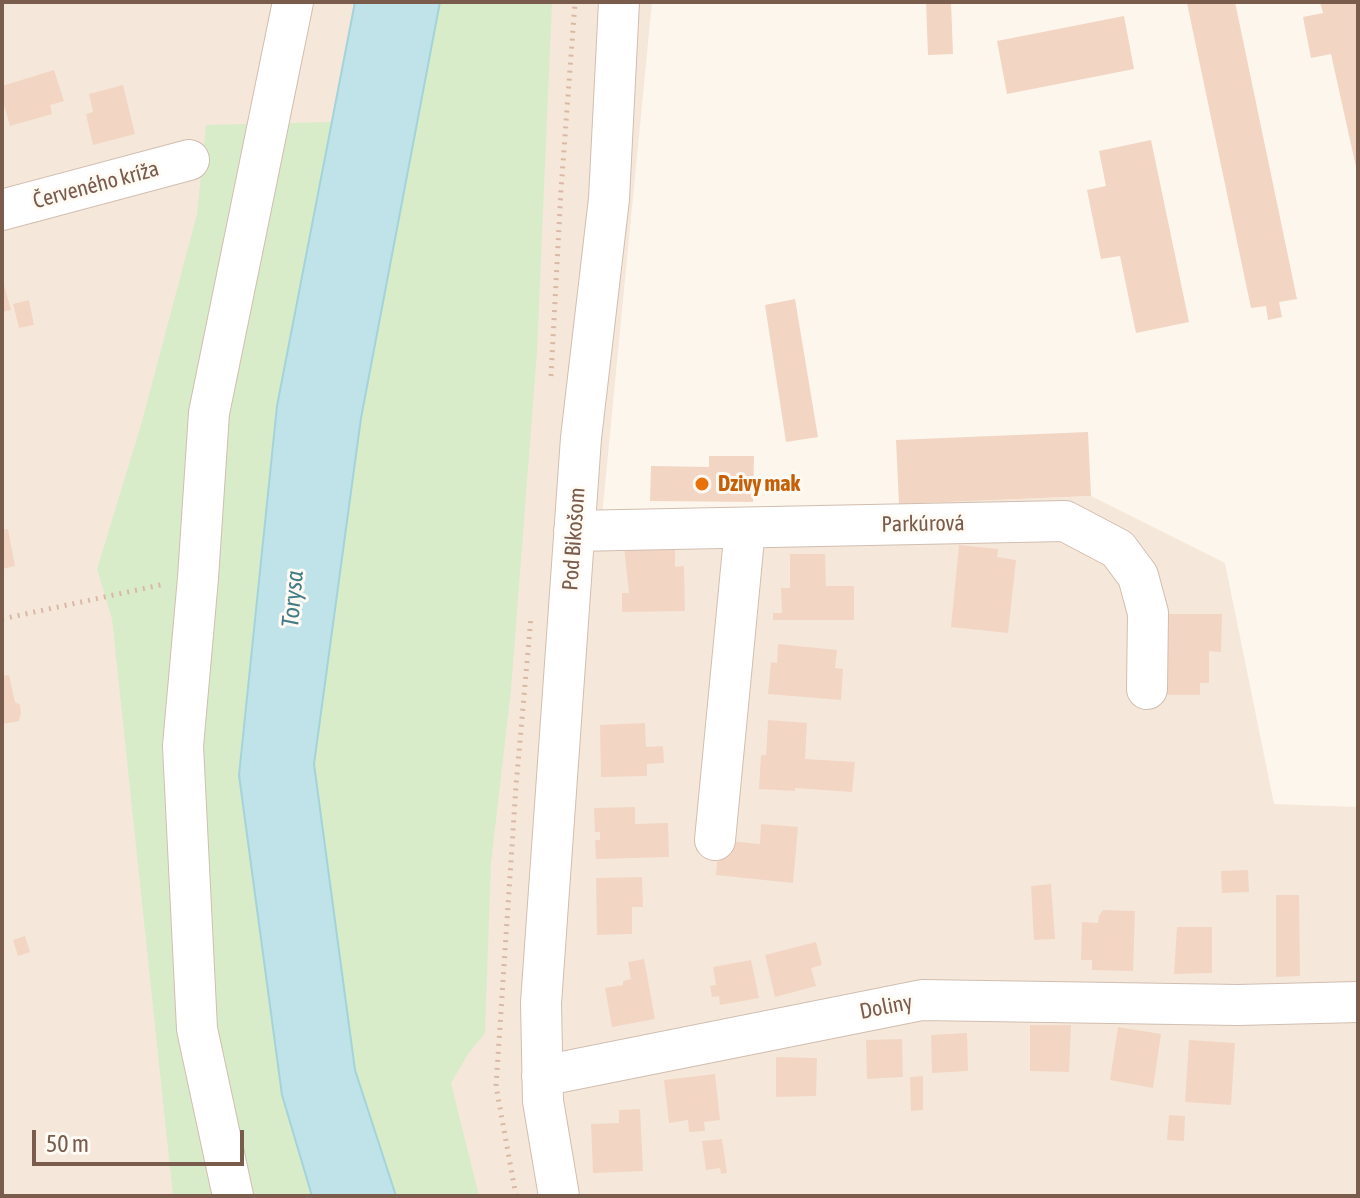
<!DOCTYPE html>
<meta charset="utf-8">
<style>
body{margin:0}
#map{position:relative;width:1360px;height:1198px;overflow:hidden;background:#fdf6ec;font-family:"Asap Condensed",sans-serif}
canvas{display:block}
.frame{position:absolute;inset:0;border:4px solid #7a5c4d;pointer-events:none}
.scale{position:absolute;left:32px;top:1130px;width:212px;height:36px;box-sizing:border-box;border:4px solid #7a5c4d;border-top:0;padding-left:10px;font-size:24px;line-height:28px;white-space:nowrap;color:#7a5c4d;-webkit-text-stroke:6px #fffaf3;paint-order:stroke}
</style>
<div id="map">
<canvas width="1360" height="1198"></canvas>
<div class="frame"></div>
<div class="scale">50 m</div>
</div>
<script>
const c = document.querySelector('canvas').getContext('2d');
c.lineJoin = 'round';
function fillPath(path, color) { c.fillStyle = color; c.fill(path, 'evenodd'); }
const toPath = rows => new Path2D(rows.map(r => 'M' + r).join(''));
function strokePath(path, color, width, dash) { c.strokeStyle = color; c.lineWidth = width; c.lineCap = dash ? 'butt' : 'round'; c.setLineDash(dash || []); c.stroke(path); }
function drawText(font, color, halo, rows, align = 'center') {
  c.font = font + ' "Asap Condensed",sans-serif'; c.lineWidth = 6; c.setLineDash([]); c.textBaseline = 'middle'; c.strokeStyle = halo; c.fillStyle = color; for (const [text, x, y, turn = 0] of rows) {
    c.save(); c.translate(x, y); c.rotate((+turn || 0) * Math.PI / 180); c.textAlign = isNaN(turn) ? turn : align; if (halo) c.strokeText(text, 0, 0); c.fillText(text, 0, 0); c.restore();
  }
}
const residential = toPath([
 [2,2,652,2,602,516,1091,496,1225,563,1274,804,1358,807,1358,1196,2,1196]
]);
const green = toPath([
 [440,2,552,2,537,352,511,690,491,863,485,1033,468,1054,451,1083,479,1196,396,1196,355,1070,314,764,361,418],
 [331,122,277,406,239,775,282,1095,312,1196,173,1196,112,619,97,569,141,425,197,214,206,125]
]);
const water = toPath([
 [355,2,440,2,361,418,314,764,355,1070,396,1196,312,1196,282,1095,239,775,277,406,355,2]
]);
const building = toPath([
 [926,2,951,2,953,54,928,55],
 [1194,2,1235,2,1297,299,1279,302,1282,317,1268,320,1266,306,1251,308,1187,3],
 [1320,2,1358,2,1358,176,1331,54,1311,58,1303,17,1323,13],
 [1124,16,1134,69,1007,94,997,41],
 [54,70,64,101,50,105,52,114,10,126,2,98,2,86],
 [123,85,135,134,93,145,86,114,93,112,89,94],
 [1151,140,1189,322,1136,333,1120,256,1101,259,1087,190,1106,186,1099,151],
 [2,278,11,310,2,312],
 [795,299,818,437,786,442,765,305],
 [29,300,34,325,19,328,13,304],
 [1088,432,1091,496,899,504,896,440],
 [709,456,754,456,753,502,650,501,651,466,709,467],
 [8,529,15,566,2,569,2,530],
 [959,545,998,549,997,557,1016,560,1008,633,951,627],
 [675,546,675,567,684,566,685,611,622,612,622,593,629,593,624,547],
 [790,554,825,554,826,586,854,586,854,620,773,620,773,613,782,613,781,588,790,588],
 [1168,614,1222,614,1221,652,1209,651,1209,683,1200,683,1200,695,1162,695,1162,644,1168,644],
 [778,644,837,650,835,668,843,669,841,700,768,694,771,662,777,663],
 [9,675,15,702,20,705,21,713,19,721,2,724,2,676],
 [768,720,807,723,805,759,855,762,852,792,795,788,795,791,759,789,761,755,766,755],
 [645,723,646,747,663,746,664,763,647,764,647,776,601,777,600,725],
 [635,807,635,824,668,823,669,857,596,859,595,840,600,840,600,832,595,832,594,808],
 [761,824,798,827,793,883,716,875,719,840,760,844],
 [1248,870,1249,892,1222,893,1221,871],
 [642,877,643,907,632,907,632,934,597,935,596,878],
 [1051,884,1055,939,1034,940,1031,886],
 [1276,895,1299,895,1300,976,1276,977],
 [1103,910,1135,911,1133,971,1092,970,1092,960,1081,960,1082,922,1098,923,1099,916],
 [1177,927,1212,927,1212,973,1174,974],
 [25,936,30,952,18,956,13,940],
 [816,942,822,965,811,968,816,986,775,997,765,955],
 [644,959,655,1019,612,1027,605,988,623,985,623,981,631,979,628,962],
 [751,960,759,998,720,1005,719,996,712,997,710,986,716,985,713,967],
 [1030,1025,1071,1025,1069,1072,1030,1071],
 [1118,1027,1161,1034,1153,1088,1110,1080],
 [967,1033,968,1071,932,1073,931,1035],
 [902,1039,903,1077,867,1079,866,1040],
 [1189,1040,1235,1043,1231,1105,1185,1102],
 [776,1057,817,1058,816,1096,776,1097],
 [715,1074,720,1120,704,1122,705,1131,689,1132,688,1120,669,1123,664,1080],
 [923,1076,923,1110,911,1111,910,1077],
 [640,1109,643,1171,593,1173,591,1124,619,1123,619,1110],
 [1169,1115,1185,1116,1184,1141,1167,1140],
 [722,1139,727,1173,721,1174,720,1168,706,1170,702,1141]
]);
const path = toPath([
 [551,376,561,190,575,2],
 [2,619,165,584],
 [516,1196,496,1086,516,786,531,617]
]);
const minor = toPath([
 [2,210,189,160],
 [574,531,1065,521,1118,549,1138,576,1148,613,1147,689],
 [715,840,745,528],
 [542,1076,922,1000,1238,1005,1358,1002],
 [233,1196,197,1029,183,746,198,578,209,413,293,2],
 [559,1196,543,1101,541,1003,581,438,609,199,619,2]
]);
const markers = [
 [702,484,8,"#e8710a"]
];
const streetNames = [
 ["Červeného kríža",96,185,-15],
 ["Parkúrová",923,524,-1],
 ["Pod Bikošom",574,539,-86],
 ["Doliny",886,1007,-11]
];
const foodNames = [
 ["Dzivy mak",718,484]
];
const waterNames = [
 ["Torysa",293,599,-85]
];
fillPath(residential, '#f5e8da');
fillPath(green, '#d8ecc9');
fillPath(water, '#bfe3e8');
strokePath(water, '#a5d3da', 2);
fillPath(building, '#f3d5c3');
strokePath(minor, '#d1beb0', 42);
strokePath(path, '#d9b8a5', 5, [2, 6]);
strokePath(minor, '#fff', 40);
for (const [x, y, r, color] of markers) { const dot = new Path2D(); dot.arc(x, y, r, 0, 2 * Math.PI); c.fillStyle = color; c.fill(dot); strokePath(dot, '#fffaf3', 3); }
drawText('22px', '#7a5c4d', '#fffaf3', streetNames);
drawText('bold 22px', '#c56008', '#fffaf3', foodNames, 'left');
drawText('italic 24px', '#437c86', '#fffaf3', waterNames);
</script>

> _EXERCISE AIM_
Lines containing the word "lineWidth": how many are there in the data above? Reply with only that number.

> _TASK RESULT_
2